Data excerpts:

· · ·

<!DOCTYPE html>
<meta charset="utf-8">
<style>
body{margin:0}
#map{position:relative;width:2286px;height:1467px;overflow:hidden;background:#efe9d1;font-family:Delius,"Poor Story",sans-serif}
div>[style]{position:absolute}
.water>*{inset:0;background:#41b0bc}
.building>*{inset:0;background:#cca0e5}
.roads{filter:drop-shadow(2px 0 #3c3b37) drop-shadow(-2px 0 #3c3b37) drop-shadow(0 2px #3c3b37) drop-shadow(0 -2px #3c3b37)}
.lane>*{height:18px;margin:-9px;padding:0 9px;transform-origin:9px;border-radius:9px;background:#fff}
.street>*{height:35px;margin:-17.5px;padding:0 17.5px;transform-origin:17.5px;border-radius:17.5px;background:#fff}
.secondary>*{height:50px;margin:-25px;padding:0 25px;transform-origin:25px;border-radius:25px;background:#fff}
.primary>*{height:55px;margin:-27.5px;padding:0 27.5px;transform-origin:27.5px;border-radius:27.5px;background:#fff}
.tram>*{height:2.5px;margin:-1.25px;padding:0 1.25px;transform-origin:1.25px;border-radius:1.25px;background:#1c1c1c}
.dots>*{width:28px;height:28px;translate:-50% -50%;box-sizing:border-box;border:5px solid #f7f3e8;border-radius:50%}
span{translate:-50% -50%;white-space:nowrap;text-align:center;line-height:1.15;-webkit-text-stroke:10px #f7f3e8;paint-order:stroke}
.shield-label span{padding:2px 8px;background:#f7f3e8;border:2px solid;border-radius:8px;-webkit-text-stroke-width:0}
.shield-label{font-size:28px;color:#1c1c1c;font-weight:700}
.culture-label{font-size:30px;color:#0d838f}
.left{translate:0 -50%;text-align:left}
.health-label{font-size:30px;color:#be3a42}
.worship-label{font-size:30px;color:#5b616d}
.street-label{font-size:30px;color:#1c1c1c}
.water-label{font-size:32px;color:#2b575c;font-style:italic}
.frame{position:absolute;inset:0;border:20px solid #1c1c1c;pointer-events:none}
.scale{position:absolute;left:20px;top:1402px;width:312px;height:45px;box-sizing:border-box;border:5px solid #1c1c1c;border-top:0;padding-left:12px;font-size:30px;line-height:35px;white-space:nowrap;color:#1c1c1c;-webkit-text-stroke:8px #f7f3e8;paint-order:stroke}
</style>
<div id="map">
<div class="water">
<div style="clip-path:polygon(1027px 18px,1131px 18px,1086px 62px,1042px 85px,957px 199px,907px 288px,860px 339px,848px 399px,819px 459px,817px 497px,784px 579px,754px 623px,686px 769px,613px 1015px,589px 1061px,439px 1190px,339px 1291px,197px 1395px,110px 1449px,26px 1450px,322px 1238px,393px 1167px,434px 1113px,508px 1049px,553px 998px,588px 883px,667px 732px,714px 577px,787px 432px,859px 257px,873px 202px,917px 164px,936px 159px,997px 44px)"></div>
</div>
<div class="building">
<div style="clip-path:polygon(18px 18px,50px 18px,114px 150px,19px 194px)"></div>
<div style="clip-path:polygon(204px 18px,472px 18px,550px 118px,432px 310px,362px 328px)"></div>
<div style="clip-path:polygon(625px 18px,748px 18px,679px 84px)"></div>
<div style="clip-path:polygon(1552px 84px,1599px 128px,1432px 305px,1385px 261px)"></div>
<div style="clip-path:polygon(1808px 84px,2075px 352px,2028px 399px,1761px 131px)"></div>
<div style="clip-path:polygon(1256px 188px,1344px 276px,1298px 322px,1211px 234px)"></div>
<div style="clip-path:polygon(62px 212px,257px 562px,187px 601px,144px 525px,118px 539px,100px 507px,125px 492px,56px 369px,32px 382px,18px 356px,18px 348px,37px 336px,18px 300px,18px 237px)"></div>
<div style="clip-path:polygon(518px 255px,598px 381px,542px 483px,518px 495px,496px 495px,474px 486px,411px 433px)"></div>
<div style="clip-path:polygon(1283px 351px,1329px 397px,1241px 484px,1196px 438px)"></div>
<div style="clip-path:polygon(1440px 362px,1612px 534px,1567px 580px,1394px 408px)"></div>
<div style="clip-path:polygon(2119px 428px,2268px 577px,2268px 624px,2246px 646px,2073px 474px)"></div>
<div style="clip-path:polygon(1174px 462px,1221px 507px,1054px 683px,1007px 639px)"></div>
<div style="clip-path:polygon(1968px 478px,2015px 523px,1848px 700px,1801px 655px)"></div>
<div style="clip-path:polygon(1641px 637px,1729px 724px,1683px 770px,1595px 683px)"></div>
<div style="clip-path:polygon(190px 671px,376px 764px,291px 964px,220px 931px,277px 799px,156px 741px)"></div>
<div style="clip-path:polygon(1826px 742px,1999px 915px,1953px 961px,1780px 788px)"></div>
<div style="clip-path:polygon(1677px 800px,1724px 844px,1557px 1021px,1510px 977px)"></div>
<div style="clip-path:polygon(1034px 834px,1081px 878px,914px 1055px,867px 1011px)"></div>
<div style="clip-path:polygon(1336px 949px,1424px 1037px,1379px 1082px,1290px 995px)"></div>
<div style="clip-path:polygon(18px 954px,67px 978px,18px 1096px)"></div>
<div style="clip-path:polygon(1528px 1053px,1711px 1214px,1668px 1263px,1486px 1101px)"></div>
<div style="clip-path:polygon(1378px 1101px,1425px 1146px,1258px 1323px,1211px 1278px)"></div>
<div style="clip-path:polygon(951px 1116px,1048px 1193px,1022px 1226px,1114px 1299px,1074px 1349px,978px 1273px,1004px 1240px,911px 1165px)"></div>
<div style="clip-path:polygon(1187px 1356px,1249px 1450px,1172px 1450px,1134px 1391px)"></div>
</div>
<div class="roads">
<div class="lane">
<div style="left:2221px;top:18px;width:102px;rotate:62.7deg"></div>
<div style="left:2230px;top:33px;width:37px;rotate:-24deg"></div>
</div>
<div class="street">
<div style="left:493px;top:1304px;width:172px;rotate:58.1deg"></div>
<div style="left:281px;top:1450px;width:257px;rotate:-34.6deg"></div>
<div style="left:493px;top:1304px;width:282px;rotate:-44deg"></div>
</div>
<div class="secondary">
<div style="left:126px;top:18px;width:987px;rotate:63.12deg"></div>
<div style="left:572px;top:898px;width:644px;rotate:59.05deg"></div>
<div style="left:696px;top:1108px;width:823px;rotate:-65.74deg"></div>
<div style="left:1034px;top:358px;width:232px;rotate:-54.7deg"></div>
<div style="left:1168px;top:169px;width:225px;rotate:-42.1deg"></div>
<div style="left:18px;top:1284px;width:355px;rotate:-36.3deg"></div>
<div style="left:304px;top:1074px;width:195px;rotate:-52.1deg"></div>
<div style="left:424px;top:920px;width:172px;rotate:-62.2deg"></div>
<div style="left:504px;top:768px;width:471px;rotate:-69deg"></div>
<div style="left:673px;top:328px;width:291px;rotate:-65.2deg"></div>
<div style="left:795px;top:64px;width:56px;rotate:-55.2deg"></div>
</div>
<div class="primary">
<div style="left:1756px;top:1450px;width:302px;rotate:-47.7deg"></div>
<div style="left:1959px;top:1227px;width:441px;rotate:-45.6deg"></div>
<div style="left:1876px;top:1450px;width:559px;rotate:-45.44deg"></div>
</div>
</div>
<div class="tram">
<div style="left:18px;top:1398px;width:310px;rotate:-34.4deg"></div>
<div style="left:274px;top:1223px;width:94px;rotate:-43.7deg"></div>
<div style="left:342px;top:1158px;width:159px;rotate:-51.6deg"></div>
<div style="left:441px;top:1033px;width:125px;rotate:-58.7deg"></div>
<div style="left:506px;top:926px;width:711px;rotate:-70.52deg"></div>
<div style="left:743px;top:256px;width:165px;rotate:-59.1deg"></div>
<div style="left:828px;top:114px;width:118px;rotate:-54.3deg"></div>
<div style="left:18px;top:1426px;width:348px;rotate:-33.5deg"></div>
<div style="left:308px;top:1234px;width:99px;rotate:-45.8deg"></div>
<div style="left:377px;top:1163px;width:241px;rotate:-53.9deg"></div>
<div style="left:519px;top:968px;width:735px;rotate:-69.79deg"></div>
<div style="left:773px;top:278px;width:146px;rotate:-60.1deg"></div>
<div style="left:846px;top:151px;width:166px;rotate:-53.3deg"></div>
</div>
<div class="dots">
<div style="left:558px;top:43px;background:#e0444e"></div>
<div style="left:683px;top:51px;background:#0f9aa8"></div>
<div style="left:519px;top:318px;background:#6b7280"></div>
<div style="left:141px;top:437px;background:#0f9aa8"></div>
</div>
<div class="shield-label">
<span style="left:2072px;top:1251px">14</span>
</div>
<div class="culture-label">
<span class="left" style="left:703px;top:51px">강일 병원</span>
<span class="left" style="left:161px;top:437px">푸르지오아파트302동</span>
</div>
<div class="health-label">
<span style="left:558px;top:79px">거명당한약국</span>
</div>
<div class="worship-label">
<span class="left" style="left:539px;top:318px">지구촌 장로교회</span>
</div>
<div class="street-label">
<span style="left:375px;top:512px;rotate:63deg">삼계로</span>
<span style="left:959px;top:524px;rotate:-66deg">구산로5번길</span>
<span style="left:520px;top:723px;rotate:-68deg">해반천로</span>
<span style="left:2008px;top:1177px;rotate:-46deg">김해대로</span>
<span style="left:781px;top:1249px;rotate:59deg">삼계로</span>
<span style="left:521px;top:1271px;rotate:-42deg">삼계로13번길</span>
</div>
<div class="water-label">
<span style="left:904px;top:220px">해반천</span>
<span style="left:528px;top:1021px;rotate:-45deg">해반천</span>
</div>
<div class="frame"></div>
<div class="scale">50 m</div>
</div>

· · ·

◆ About this task ◆
Please copy out each line in the entries that mentions the string "lane".

◆ Written answer ◆
.lane>*{height:18px;margin:-9px;padding:0 9px;transform-origin:9px;border-radius:9px;background:#fff}
<div class="lane">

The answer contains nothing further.